As I hurried for the door I called out to Shazam, telling him to catch up with me ASAP, that I loved and missed him and would enormously appreciate his extraordinarily acute sense of smell that was so vastly superior to mine, and would he please join me on an adventure today? His recent, long absences were really worrying me.

Then, with thunder in my step that held belligerence I didn’t bother to conceal, I exploded into the fog-kissed Dublin morning, woman on a mission.

Hunt beast.

I prowled the streets, scanning my surroundings up, down, and sideways, sniffing the air, listening intently, while tallying my priorities for the day.

Rainey had texted while I was sleeping, letting me know she’d found a home, not only for Sara Brady and her siblings but two other orphaned families. No children were placed until I inspected their new homes myself. I won’t save innocents only to lose them to another’s corruption.

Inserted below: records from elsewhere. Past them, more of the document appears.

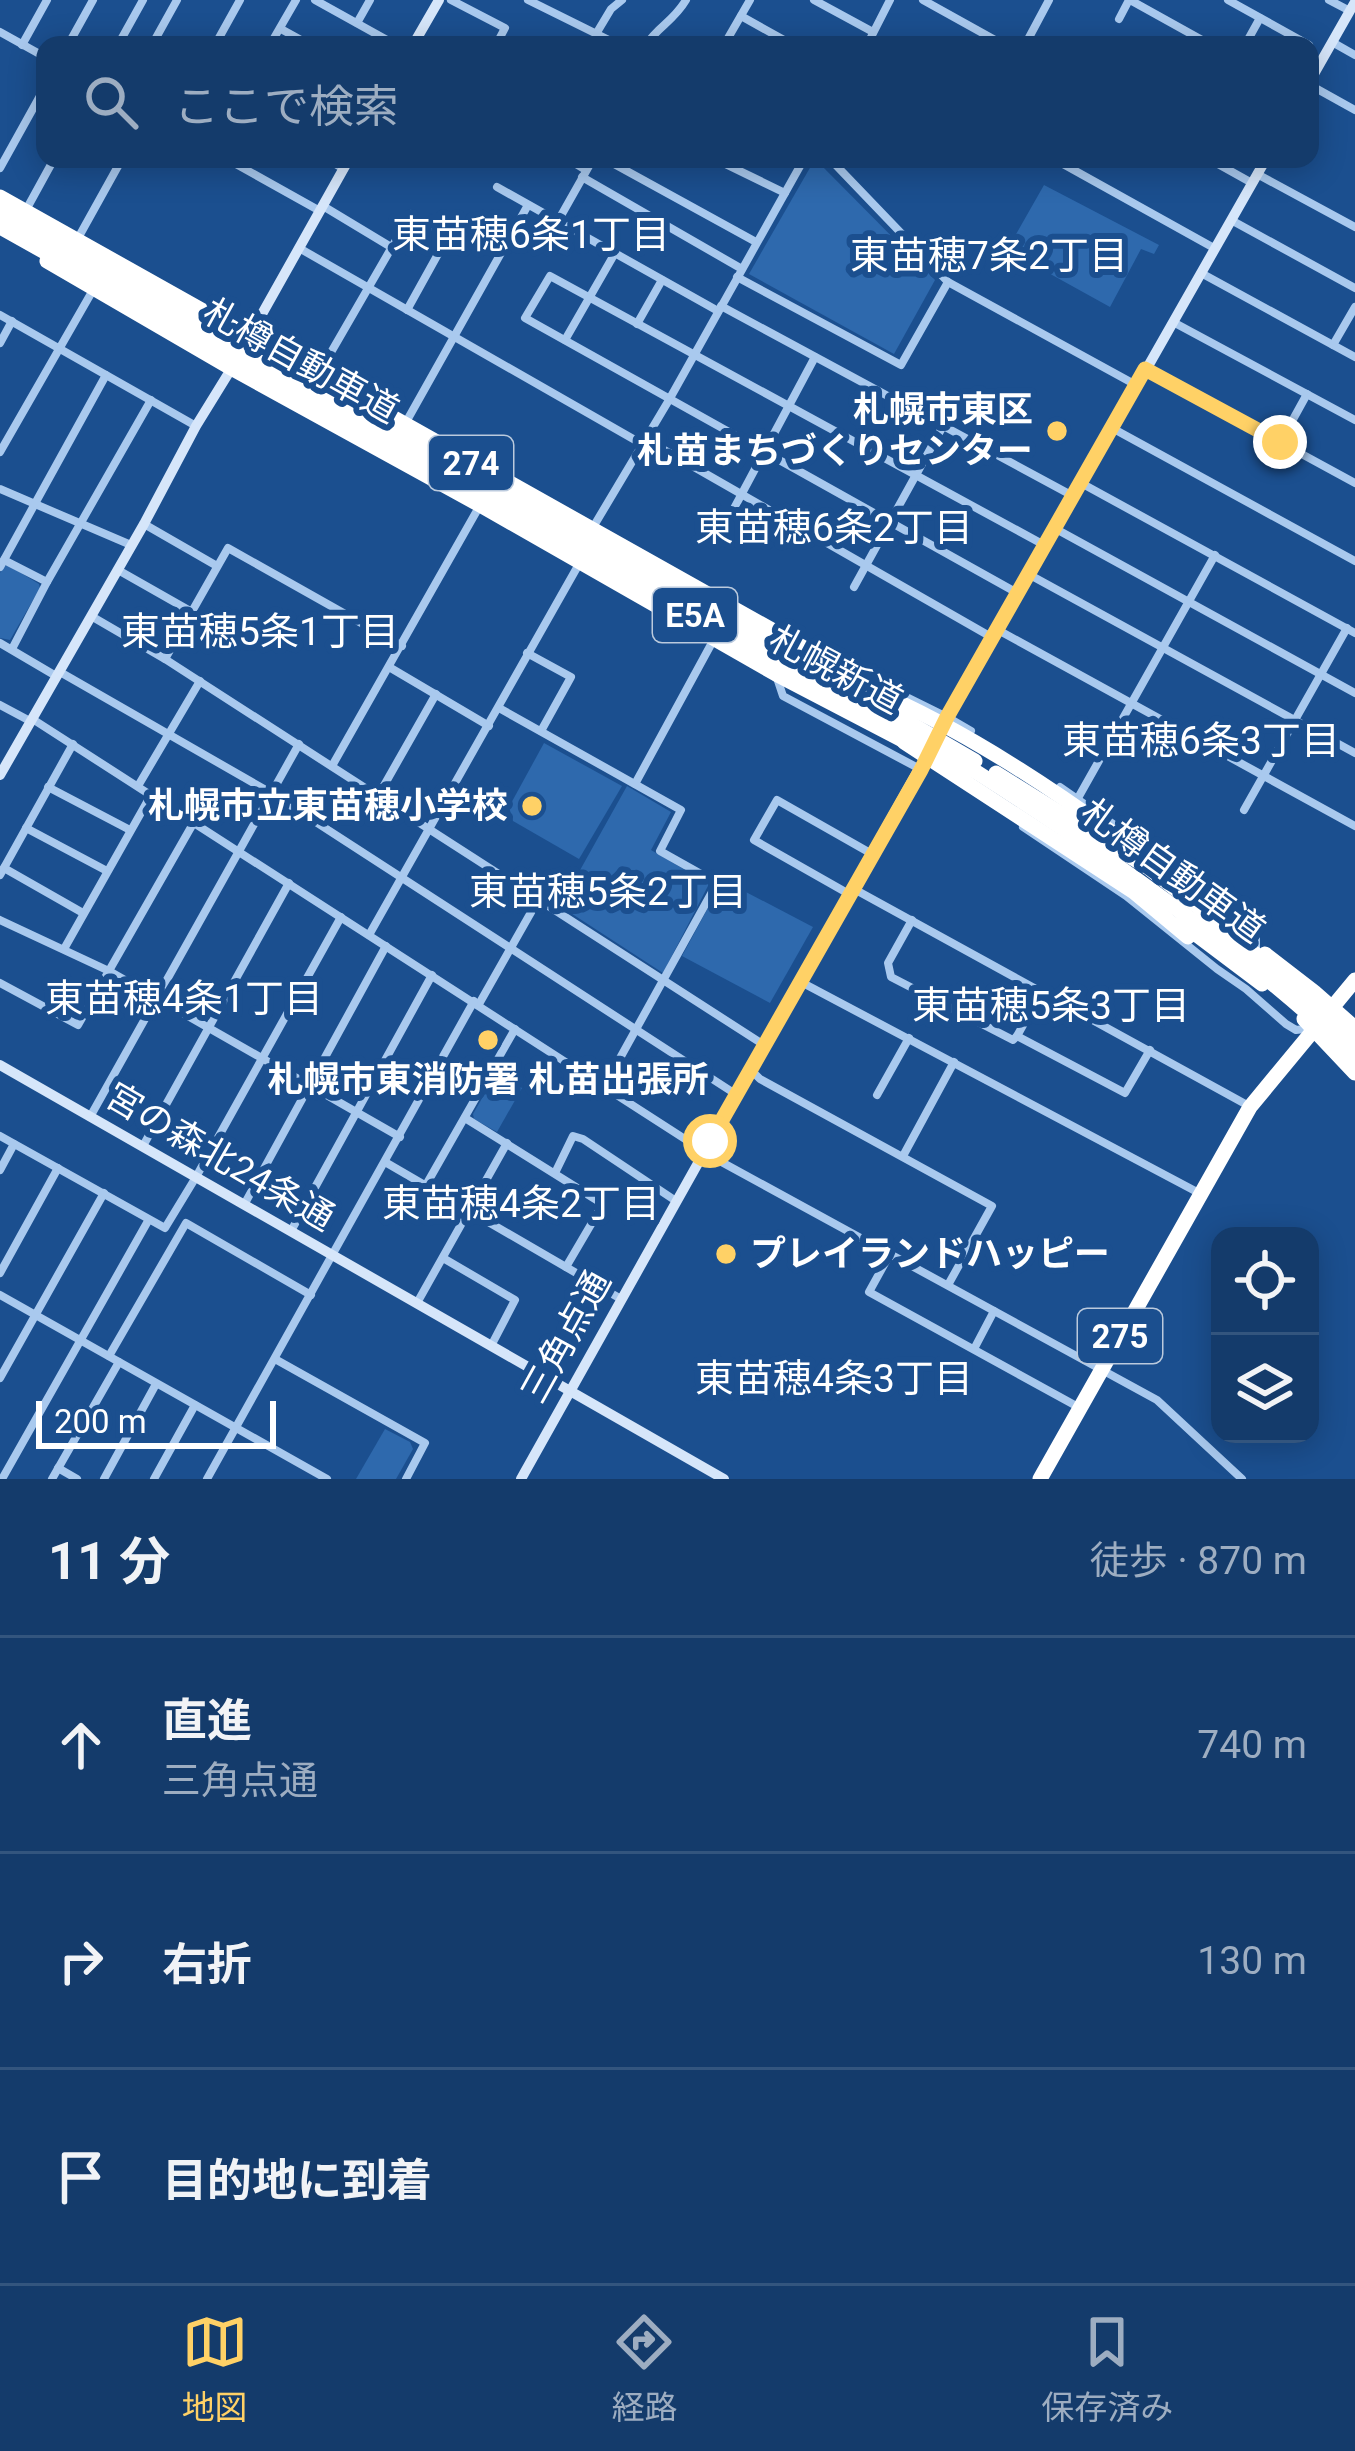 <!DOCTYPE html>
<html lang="ja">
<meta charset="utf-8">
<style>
:root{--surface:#143b6b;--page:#214673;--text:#f1f3f6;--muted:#9dadc1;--line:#33557e;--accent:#ffd166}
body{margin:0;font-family:Roboto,"Noto Sans JP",sans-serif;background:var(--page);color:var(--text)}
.controls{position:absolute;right:36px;bottom:36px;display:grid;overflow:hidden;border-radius:24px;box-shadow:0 6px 30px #0003}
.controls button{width:108px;height:108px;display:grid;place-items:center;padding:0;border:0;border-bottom:3px solid var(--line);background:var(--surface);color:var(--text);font:60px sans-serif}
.scale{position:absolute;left:36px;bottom:30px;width:240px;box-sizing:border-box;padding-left:12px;border:6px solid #fff;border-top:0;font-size:33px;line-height:42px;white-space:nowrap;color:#fff;-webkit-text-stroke:9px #1b4f8f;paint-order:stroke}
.stop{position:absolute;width:36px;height:36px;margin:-27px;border:9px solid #ffd166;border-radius:50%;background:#fff}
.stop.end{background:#ffd166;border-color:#fff;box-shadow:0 3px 12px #0008}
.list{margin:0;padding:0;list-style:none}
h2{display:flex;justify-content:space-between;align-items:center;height:156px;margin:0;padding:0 48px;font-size:51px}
h2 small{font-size:39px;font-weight:400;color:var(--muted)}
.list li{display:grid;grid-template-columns:78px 1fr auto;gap:36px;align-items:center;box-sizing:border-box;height:216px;padding:0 48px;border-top:3px solid var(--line)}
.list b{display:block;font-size:45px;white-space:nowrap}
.list p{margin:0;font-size:39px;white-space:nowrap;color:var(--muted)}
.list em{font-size:39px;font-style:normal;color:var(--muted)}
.icon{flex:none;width:66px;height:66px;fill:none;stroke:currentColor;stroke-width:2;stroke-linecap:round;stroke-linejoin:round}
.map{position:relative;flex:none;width:1355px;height:1479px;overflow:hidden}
.search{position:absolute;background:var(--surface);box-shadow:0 6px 30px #0003;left:36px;right:36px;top:36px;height:132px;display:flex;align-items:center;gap:30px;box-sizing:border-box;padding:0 42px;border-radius:24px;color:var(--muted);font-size:45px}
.sheet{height:804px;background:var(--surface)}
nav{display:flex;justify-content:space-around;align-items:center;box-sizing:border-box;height:168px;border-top:3px solid var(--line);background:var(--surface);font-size:33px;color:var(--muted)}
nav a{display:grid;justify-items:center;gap:6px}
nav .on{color:var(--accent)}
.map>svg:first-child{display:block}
.green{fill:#2e69ad}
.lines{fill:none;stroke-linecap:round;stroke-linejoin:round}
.street{stroke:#a9c9ee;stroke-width:8}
.secondary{stroke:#d6e6fa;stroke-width:10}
.highway{stroke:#fff;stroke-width:15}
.highway-bridge{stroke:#fff;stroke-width:15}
.route{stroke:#ffd166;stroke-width:15}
.poi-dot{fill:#ffd166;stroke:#1b4f8f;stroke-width:4.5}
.labels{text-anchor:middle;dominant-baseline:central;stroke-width:12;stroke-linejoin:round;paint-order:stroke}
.shield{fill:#1b4f8f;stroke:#bbcadd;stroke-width:3}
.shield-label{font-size:33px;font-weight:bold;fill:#fff}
.street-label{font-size:36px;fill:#fff;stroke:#1b4f8f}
.poi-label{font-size:36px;font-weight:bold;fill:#fff;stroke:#1b4f8f;text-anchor:end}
.neighbourhood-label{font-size:39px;fill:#fff;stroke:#1b4f8f}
</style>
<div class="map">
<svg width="1355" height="1479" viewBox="0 0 1355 1479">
<rect width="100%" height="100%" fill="#1b4f8f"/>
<g class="green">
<path d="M815 159 935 280 894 354 749 274Z"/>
<path d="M1044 185 1159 245 1154 254 1141 249 1110 307 1007 250Z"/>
<path d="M8 565 39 584 40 588 10 640 0 638V573L4 566Z"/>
<path d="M544 743 622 786 579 859 513 821 509 807Z"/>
<path d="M627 786 671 812 651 850 709 884 663 973 560 906Z"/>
<path d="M723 880 813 927 770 1003 682 956Z"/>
<path d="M496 1074 522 1088 497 1132 474 1119 473 1114Z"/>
<path d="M385 1429 410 1442 413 1449 396 1479H356Z"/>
</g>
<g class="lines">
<g class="street">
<path d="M315 0 396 45"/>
<path d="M451 0 505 28 496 45"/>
<path d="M528 0 619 45"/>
<path d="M814 0 873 32"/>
<path d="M923 0 1004 45"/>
<path d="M1130 0 1211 45"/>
<path d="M1228 0 1309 45"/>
<path d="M1329 0 1350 11"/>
<path d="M741 16 793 45"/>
<path d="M1119 19 1129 0"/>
<path d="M357 23 370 0"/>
<path d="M281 29 310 45"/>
<path d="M0 32 45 57"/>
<path d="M596 34 611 9 622 0"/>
<path d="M1332 42 1355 55"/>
<path d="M22 45 47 0"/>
<path d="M68 45 93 0"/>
<path d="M118 45 143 0"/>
<path d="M152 45 177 0"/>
<path d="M215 45 240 0"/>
<path d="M270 45 296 0"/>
<path d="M646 45C658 26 673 22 686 0"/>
<path d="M724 45 750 0"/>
<path d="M867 45 890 0"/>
<path d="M1025 45 1049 0"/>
<path d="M1245 45 1260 18"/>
<path d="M1310 85 1355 110"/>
<path d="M227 159 320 211"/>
<path d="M327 159 344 169"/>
<path d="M568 159 586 170"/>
<path d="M605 159 756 242"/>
<path d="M715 159 785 193"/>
<path d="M830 159 948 282 1136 385"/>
<path d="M1054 159 1214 248"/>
<path d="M1209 159 1252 183"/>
<path d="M0 168 45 87"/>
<path d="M1257 174 1355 227"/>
<path d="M582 177 742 269"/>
<path d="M497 187 718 311"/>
<path d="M323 206 391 247"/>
<path d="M26 210 54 159"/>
<path d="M1231 220 1355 288"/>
<path d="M558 221 593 159"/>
<path d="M77 240 122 159"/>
<path d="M299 248 642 444"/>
<path d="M1201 273 1355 357"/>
<path d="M737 277 901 365 948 282"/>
<path d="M721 306 1073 496"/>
<path d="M407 310 458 218"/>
<path d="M0 315 196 426"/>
<path d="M1173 322 1355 420"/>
<path d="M637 324 662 280"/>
<path d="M565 340 615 253"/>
<path d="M0 343 12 321"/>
<path d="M1333 345 1355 307"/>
<path d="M326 361 411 214 447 235"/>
<path d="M1147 370 1355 483"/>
<path d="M405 424 528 205"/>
<path d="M1112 428 1355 561"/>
<path d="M645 439 993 638"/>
<path d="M1280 443 1307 394"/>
<path d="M0 452 93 290"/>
<path d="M1081 483 1355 633"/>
<path d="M0 489 131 545"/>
<path d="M731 514 815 357"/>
<path d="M144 524 217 566"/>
<path d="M592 529 669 400 804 159"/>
<path d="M1056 529 1355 693"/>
<path d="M4 560 47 582"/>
<path d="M0 567 106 375"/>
<path d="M118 570 192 612"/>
<path d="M1030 575 1355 753"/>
<path d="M854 587 943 426"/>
<path d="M1019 594 525 318 550 276 1046 546"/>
<path d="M91 616 165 659 764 1045"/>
<path d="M998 630 1355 826"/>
<path d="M0 643 56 676"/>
<path d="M12 649 47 582 151 400"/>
<path d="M527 653 571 677 541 731"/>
<path d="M165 659 228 548 402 646"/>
<path d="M389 667 489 726"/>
<path d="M60 672 271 793 737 1095"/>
<path d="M856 672 947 717 971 731"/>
<path d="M776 675 783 696 920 769"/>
<path d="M0 705 30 721"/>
<path d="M499 708 681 810 660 851 717 883 604 1087"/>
<path d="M34 720 716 1159 1157 1400 1242 1479"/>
<path d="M332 766 479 507"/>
<path d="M635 784 714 639"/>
<path d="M138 786 200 681"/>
<path d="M48 787 130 830"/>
<path d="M1060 787 1195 881 1256 928V948"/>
<path d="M378 796 436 694"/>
<path d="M1078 798 1215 555"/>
<path d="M1244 810 1347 628"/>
<path d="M1023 827 1126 896 1217 969 1246 989 1286 1024 1296 1030 1312 1028"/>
<path d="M26 828 107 871"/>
<path d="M4 868 83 913"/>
<path d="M0 875 73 744"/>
<path d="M854 889 1249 1106"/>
<path d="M849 894 754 840 777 800 872 854"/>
<path d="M0 920 109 971 400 1137"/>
<path d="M912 920 888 963 891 977 1013 1040 1017 1036"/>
<path d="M369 935 579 564"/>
<path d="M64 949 151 795"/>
<path d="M801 982 1199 1193"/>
<path d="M0 983 78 1025 194 822"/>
<path d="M1042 991 1017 1036 1125 1093 1150 1050"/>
<path d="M479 1004 538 900"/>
<path d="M751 1070 760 1079 992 1206 948 1285"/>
<path d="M877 1095 909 1038"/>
<path d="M90 1117 299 744"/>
<path d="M465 1118 603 1204 566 1267"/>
<path d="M0 1136 165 1228 196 1177 341 917"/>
<path d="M143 1146 289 883"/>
<path d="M903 1156 954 1062"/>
<path d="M385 1162 621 1299"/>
<path d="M0 1170 14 1144"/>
<path d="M555 1173 573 1136 583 1139 676 1201"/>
<path d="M426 1185 515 1029"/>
<path d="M244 1205 386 946"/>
<path d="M291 1231 432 975"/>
<path d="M890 1254 869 1292 1080 1408"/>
<path d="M443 1258 515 1300 491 1346"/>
<path d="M0 1273 58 1168"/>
<path d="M0 1295 327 1479"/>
<path d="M417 1303 507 1143"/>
<path d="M974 1349 994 1311"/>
<path d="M109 1356 186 1223 311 1295"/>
<path d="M275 1359 425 1443 406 1479"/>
<path d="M0 1378 104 1193"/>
<path d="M58 1468 77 1479"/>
<path d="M2 1479 148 1221"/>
<path d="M52 1479 119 1362"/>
<path d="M104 1479 156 1384"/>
<path d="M154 1479 195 1405"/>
<path d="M207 1479 474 1001"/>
</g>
<g class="secondary">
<path d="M413 45 439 0"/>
<path d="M1310 81 1355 2"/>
<path d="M248 339 349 159"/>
<path d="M941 730 1266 159"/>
<path d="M0 775 144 524 196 426 233 366"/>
<path d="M0 1065 724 1479"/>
<path d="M521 1479 929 751"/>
</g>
<g class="highway">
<path d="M0 197 838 667 876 693"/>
<path d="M47 261 231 368 480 505 776 674 916 747"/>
<path d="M1187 888 1219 913 1231 931"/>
<path d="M1181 923 1262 984"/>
<path d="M1265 954 1314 992 1355 1028"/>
<path d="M1304 1019 1355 1073"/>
<path d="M1040 1479 1250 1107 1355 980"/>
</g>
<g class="highway-bridge">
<path d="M0 212 803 661 975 761"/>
<path d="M0 227 978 773C1111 858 1239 948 1355 1056"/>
<path d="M867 688C953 724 1034 776 1110 831"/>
<path d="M904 742 1134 892 1188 937"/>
<path d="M996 773 1150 869 1224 927 1355 1040"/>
</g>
</g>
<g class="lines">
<path class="route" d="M710 1141 921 770 947 717 1145 369 1280 442"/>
</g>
<g class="poi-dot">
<circle cx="1057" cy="431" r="12"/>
<circle cx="532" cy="806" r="12"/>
<circle cx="488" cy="1040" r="12"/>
<circle cx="726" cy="1254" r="12"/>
</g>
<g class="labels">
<g class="shield">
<rect x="429" y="436" width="84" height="54" rx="9"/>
<rect x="653" y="588" width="84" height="54" rx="9"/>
<rect x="1078" y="1309" width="84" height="54" rx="9"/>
</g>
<g class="shield-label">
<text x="471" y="463">274</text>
<text x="695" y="615">E5A</text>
<text x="1120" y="1336">275</text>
</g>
<g class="street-label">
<text transform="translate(301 361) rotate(29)">札樽自動車道</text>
<text transform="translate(836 670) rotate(28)">札幌新道</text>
<text transform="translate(1173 871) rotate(36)">札樽自動車道</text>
<text transform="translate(220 1157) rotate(30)">宮の森北24条通</text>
<text transform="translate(566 1337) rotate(-61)">三角点通</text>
</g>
<g class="poi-label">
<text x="1033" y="410">札幌市東区<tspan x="1033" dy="41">札苗まちづくりセンター</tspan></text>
<text x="508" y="806">札幌市立東苗穂小学校</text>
<text x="488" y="1080" text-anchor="middle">札幌市東消防署 札苗出張所</text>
<text x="750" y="1254" text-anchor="start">プレイランドハッピー</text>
</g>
<g class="neighbourhood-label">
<text x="531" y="235">東苗穂6条1丁目</text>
<text x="989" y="256">東苗穂7条2丁目</text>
<text x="834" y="528">東苗穂6条2丁目</text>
<text x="260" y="632">東苗穂5条1丁目</text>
<text x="1201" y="741">東苗穂6条3丁目</text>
<text x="608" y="892">東苗穂5条2丁目</text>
<text x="184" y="999">東苗穂4条1丁目</text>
<text x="1051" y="1006">東苗穂5条3丁目</text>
<text x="521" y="1204">東苗穂4条2丁目</text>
<text x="834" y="1379">東苗穂4条3丁目</text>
</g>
</g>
</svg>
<div class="controls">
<button><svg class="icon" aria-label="locate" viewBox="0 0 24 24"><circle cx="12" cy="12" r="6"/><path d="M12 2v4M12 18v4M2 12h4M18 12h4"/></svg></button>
<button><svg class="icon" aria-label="layers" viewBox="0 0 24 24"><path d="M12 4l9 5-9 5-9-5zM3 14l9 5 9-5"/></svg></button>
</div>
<div class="scale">200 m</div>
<div class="stop" style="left:710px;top:1141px"></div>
<div class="stop end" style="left:1280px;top:442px"></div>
<div class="search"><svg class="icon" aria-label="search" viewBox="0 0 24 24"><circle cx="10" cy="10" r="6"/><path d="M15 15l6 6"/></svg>ここで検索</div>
</div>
<section class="sheet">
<h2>11 分<small>徒歩 · 870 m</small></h2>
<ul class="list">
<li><svg class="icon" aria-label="ahead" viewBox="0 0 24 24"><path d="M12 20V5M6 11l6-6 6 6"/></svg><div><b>直進</b><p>三角点通</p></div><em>740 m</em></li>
<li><svg class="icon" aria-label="right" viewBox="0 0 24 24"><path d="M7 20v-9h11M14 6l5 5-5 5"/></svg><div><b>右折</b></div><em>130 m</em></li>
<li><svg class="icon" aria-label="arrive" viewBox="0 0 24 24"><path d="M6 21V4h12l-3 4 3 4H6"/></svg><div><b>目的地に到着</b></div></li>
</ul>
</section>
<nav>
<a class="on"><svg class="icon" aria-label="map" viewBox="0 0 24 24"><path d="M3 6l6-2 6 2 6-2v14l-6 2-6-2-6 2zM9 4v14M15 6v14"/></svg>地図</a>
<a><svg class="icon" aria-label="directions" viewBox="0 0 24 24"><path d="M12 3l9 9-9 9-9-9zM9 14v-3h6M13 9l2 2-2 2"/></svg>経路</a>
<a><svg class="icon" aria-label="saved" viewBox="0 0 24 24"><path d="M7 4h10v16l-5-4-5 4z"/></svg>保存済み</a>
</nav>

    In my teens, I’d have also prepped a Dani Daily about recent events, but Dublin had a paper again and, these days, I merely jotted notes, snapped photos, and left the info outside their offices down by the O’Connell Post Office. They’d proven reliable about printing the things I considered important so I stuck to my gracious noncompete. I didn’t get a byline but at least the news got out there.

Also on my list was book shopping. Since my bookstore of choice, with its kickass motto—You want it, we’ve got it, and if we don’t, we’ll find it—was MIA, I was going to have to patronize Bane’s Bibliotech & Bagels (seriously—copy much? Get your own original thought) with its concrete floors, stark fluorescent lights, dog-eared, smelly, secondhand, overpriced books, and even more overpriced café.

The euro still ruled, second to brute-force and black-market racketeering. Dublin had quickly relapsed into that elaborate conspiracy of pretending meaningless pieces of paper were worth something, which worked for me. I’d pilfered a pile of currency I found stashed in a storage room deep in Chester’s. One of ten storage rooms, crammed with currency from too many countries to count, much of it intriguingly ancient.

Though cell towers functioned reliably for the most part, the Internet was in sad shape, vast chunks of it missing. With so much of the human race gone, enormous areas of the planet lacked both the power and manpower to run things. Compounded by magic making things unpredictable, books once again commanded a premium.

I needed information about Ireland’s gods and goddesses. I’d never given them much of a thought. I preferred superheroes and had spent far more time poring over comics and graphic novels. Who was AOZ and what was his modus operandi for tripping people up with their own wishes?